Saved entries:
--

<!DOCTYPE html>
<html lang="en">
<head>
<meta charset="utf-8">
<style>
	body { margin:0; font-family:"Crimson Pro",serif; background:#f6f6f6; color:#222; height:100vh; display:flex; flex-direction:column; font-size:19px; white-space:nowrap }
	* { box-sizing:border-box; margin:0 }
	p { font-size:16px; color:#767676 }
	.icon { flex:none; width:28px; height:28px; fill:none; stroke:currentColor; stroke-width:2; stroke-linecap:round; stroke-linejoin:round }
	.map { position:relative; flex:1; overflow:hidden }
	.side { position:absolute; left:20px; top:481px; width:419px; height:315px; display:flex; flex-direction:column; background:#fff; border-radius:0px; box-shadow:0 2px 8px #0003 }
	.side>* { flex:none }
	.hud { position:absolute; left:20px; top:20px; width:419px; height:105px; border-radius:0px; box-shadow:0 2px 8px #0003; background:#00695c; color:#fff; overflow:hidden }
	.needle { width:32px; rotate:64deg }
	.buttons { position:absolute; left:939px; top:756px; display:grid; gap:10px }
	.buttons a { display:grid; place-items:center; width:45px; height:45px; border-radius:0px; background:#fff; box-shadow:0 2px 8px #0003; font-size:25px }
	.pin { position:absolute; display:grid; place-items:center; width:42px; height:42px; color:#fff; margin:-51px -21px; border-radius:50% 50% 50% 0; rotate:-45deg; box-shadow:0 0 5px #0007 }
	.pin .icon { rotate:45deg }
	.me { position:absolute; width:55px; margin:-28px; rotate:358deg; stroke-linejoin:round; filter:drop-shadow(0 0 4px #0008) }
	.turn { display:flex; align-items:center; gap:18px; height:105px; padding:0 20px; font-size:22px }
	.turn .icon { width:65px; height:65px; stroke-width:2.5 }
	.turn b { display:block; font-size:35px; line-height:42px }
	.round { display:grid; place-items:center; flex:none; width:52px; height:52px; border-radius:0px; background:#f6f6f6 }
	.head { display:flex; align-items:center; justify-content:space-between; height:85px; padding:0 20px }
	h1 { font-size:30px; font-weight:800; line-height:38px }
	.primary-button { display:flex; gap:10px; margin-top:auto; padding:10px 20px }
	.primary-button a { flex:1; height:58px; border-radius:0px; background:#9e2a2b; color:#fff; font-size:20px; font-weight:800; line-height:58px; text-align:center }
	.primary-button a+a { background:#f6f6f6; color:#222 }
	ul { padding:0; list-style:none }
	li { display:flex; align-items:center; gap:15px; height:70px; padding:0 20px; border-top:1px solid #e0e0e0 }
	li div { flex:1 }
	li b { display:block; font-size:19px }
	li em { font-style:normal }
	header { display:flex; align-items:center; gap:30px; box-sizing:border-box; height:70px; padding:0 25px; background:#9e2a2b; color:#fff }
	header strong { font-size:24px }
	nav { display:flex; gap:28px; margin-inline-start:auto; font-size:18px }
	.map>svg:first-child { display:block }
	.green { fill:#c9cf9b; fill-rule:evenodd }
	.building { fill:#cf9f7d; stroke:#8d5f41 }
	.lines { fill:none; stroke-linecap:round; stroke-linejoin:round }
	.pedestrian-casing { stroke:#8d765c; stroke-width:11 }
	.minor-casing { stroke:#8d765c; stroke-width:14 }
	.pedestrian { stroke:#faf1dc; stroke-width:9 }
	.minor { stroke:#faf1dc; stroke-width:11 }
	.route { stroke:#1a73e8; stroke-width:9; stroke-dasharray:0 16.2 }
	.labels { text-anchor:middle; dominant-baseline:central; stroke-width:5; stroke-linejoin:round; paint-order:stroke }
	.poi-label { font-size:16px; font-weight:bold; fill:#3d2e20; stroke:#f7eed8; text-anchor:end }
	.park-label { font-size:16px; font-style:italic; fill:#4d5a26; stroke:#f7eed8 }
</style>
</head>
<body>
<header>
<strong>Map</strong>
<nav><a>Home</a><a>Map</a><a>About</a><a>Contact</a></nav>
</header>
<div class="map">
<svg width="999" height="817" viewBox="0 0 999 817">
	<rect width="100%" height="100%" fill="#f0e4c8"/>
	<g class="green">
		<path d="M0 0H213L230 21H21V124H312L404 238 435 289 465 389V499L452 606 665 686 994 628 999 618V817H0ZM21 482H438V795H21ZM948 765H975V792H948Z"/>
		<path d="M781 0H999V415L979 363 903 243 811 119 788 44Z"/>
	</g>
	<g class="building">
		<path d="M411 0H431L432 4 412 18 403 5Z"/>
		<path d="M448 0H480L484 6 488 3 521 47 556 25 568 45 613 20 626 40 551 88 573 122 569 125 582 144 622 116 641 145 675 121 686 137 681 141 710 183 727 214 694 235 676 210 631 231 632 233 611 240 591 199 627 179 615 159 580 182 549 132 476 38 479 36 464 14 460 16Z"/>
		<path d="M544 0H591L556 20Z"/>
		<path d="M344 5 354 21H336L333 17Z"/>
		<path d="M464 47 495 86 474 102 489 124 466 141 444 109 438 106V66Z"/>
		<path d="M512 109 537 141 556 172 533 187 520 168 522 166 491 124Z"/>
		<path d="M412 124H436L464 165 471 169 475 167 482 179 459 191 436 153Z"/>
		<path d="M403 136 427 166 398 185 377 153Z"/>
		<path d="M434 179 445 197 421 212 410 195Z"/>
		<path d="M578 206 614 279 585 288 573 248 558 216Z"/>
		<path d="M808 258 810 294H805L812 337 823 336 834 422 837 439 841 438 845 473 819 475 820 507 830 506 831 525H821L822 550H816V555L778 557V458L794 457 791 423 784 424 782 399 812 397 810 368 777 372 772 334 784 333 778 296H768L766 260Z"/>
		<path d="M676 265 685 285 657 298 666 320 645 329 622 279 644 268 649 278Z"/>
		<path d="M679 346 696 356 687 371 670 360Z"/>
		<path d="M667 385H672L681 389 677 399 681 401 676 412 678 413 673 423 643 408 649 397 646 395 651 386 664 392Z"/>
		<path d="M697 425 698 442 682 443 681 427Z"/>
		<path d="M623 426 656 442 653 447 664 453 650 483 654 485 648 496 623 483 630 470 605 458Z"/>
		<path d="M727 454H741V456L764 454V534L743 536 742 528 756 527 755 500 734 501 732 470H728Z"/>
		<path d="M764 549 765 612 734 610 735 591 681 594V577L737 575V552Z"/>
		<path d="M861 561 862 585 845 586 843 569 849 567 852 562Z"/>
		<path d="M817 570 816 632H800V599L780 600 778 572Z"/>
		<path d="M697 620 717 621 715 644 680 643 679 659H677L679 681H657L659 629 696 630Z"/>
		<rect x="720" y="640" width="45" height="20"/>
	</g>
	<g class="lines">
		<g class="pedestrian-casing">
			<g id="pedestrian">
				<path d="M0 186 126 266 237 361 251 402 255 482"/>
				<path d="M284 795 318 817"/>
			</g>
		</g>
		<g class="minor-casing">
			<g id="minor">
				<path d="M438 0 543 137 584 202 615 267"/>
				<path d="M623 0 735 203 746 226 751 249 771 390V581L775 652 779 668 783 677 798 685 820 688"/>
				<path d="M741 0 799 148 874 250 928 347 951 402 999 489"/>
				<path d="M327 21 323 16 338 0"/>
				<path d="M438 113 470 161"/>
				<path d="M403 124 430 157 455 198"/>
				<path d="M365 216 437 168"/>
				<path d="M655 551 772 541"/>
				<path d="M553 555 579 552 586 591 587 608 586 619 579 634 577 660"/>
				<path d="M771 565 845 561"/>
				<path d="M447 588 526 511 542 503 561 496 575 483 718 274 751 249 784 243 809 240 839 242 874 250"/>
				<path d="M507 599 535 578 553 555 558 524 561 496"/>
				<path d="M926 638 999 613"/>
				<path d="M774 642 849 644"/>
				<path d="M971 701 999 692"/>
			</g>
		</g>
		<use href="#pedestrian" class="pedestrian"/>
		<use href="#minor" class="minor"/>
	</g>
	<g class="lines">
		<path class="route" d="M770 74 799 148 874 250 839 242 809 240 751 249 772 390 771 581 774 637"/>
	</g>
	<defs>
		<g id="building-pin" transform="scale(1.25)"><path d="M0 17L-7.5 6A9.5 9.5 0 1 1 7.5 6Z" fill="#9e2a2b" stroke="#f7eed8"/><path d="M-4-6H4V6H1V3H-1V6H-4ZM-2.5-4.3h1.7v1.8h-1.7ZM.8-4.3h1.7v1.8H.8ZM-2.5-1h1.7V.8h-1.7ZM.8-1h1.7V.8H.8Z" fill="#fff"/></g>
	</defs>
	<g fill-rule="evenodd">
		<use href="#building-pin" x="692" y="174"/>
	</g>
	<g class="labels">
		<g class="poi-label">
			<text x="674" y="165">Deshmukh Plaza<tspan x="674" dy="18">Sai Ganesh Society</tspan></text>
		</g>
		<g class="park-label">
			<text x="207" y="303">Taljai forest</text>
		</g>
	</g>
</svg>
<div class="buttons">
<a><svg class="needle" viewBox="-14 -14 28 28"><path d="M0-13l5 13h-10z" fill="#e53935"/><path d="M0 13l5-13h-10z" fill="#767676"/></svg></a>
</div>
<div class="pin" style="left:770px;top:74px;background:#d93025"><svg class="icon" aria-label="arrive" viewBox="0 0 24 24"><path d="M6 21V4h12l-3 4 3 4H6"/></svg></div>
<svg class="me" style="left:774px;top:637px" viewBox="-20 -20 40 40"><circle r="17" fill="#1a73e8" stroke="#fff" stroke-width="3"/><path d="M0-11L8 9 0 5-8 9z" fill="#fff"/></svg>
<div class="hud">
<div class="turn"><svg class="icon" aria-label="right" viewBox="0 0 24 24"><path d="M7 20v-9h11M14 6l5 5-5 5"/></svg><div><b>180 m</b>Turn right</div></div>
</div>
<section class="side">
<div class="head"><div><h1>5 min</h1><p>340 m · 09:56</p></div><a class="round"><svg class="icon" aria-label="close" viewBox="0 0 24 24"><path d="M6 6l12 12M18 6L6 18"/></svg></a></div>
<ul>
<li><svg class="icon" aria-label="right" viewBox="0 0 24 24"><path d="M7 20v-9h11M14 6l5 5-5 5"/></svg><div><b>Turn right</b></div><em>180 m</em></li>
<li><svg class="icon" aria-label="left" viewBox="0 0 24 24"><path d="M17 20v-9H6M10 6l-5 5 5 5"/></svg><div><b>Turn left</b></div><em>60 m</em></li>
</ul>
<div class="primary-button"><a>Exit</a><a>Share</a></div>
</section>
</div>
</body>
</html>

--

Task requirements: Apply a filter for "buttons" to the data above, then copy each line that matches.

Reply:
	.buttons { position:absolute; left:939px; top:756px; display:grid; gap:10px }
	.buttons a { display:grid; place-items:center; width:45px; height:45px; border-radius:0px; background:#fff; box-shadow:0 2px 8px #0003; font-size:25px }
<div class="buttons">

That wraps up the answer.